## RAW DATA
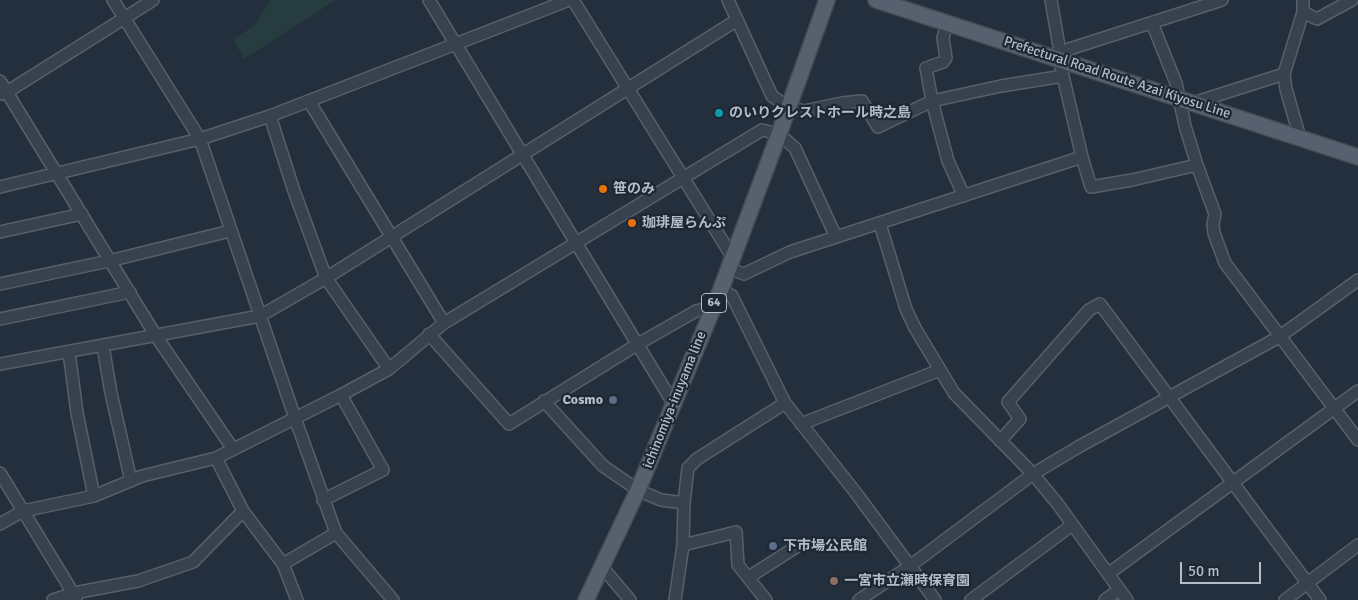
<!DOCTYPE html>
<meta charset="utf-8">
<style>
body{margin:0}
#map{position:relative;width:1358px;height:600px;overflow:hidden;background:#242f3e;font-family:Signika,sans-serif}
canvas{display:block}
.scale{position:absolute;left:1180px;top:562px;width:81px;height:22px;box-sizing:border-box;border:2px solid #b4bcc9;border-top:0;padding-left:6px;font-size:15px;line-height:18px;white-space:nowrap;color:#b4bcc9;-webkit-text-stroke:4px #1d2633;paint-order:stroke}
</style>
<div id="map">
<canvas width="1358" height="600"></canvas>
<div class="scale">50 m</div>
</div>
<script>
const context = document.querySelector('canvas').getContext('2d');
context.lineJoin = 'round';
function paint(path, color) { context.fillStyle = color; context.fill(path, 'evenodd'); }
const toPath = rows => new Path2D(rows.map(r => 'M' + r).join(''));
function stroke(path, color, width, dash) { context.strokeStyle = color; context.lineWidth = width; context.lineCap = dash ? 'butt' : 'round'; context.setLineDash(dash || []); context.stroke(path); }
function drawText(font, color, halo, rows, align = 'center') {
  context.font = font + ' Signika,"Noto Sans JP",sans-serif'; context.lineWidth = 4.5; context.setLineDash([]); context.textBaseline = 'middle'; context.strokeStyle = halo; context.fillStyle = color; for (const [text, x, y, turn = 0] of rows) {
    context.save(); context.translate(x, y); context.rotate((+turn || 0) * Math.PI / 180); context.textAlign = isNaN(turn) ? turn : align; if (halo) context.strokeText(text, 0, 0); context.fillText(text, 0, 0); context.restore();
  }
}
paint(toPath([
 [270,0,336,0,244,59,233,39,254,26]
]), '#263c3f');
const minor = toPath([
 [113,0,200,139,295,418,336,533,393,600],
 [429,0,673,403],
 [573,0,733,258],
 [728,0,772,96,788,107,804,111,842,103,862,101,878,127,932,101,1001,86,1063,76],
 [1051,0,1060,52],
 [1303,12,1317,19,1352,0],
 [1152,23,1176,83,1185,126,1197,165,1215,214,1213,224,1214,233,1225,263,1358,440],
 [947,24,943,38,946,58,943,62,926,68,932,101,948,161,964,196],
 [0,81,156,336,233,449],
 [2,94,7,92,153,0],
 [309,101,444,323],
 [1193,103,1284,74],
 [270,116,294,191,326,278,389,369],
 [1300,138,1286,89,1284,74,1303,12,1303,0],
 [1197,165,1132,180,1091,187,1082,157,1059,59,1060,52,1222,0],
 [0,187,200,139,270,116,569,0],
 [880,224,906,309,915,328,954,393,1033,474,1057,503,1127,600],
 [0,232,82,214],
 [728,268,744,274,790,252,1082,157],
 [0,284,109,261,230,231],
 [721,289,732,296,785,403,856,493,935,600],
 [0,319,130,292],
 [429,334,509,424,638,344,696,311,712,308],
 [103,346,111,393,131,481],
 [69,352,77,413,94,496],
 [0,364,260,316,326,278,737,20],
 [544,401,603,466,638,490,661,500,684,503],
 [801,424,940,370],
 [1000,441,1020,419,1008,402,1089,310,1100,304,1320,600],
 [216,458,243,511,283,564,297,600],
 [0,473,76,598],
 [323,500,383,470,341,395],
 [0,524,23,511,94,496,142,476,216,458,341,395,389,369,444,323,762,130,779,134,795,148,836,237],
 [683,545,736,532,738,565,766,600],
 [283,564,336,533],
 [603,568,630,600],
 [1108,574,1358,391],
 [749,577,796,547],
 [53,600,74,593,138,581,193,562,243,511],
 [675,600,683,545,684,503,688,468,697,459,785,403],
 [859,600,910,566,1033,474,1080,446,1279,337,1358,280],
 [971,600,1072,525],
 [1105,600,1119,590],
 [1285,600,1358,545]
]);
const major = toPath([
 [876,0,1358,157],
 [586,600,638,490,721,289,779,134,827,0]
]);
stroke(minor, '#565f6c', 14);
stroke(major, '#414a57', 18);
stroke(minor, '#38414e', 11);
stroke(major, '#56606e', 15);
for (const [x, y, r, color] of [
 [719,113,5,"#0f9aa8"],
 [603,189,5,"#e8710a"],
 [632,223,5,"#e8710a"],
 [613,400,5,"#5c6f8a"],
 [773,546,5,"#5c6f8a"],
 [834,581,5,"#8d6e63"]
]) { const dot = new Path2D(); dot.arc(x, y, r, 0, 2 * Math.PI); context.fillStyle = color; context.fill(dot); stroke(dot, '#1d2633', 2); }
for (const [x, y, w] of [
 [714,303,25]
]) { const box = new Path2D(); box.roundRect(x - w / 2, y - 9.5, w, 19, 4); context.fillStyle = '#1d2633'; context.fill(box); stroke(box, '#b4bcc9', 1); }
drawText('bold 12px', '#b4bcc9', null, [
 ["64",714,303]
]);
drawText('14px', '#b4bcc9', '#1d2633', [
 ["Prefectural Road Route Azai Kiyosu Line",1117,78,18],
 ["ichinomiya-inuyama line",675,400,-68]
]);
drawText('bold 14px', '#b4bcc9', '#1d2633', [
 ["のいりクレストホール時之島",729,113],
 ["笹のみ",613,189],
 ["珈琲屋らんぷ",642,223],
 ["Cosmo",603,400,"right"],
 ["下市場公民館",783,546],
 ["一宮市立瀬時保育園",844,581]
], 'left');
</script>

## TRY IT
Among the entries, find each line that includes the string "scale" and copy it.

## EXPECTED ANSWER
.scale{position:absolute;left:1180px;top:562px;width:81px;height:22px;box-sizing:border-box;border:2px solid #b4bcc9;border-top:0;padding-left:6px;font-size:15px;line-height:18px;white-space:nowrap;color:#b4bcc9;-webkit-text-stroke:4px #1d2633;paint-order:stroke}
<div class="scale">50 m</div>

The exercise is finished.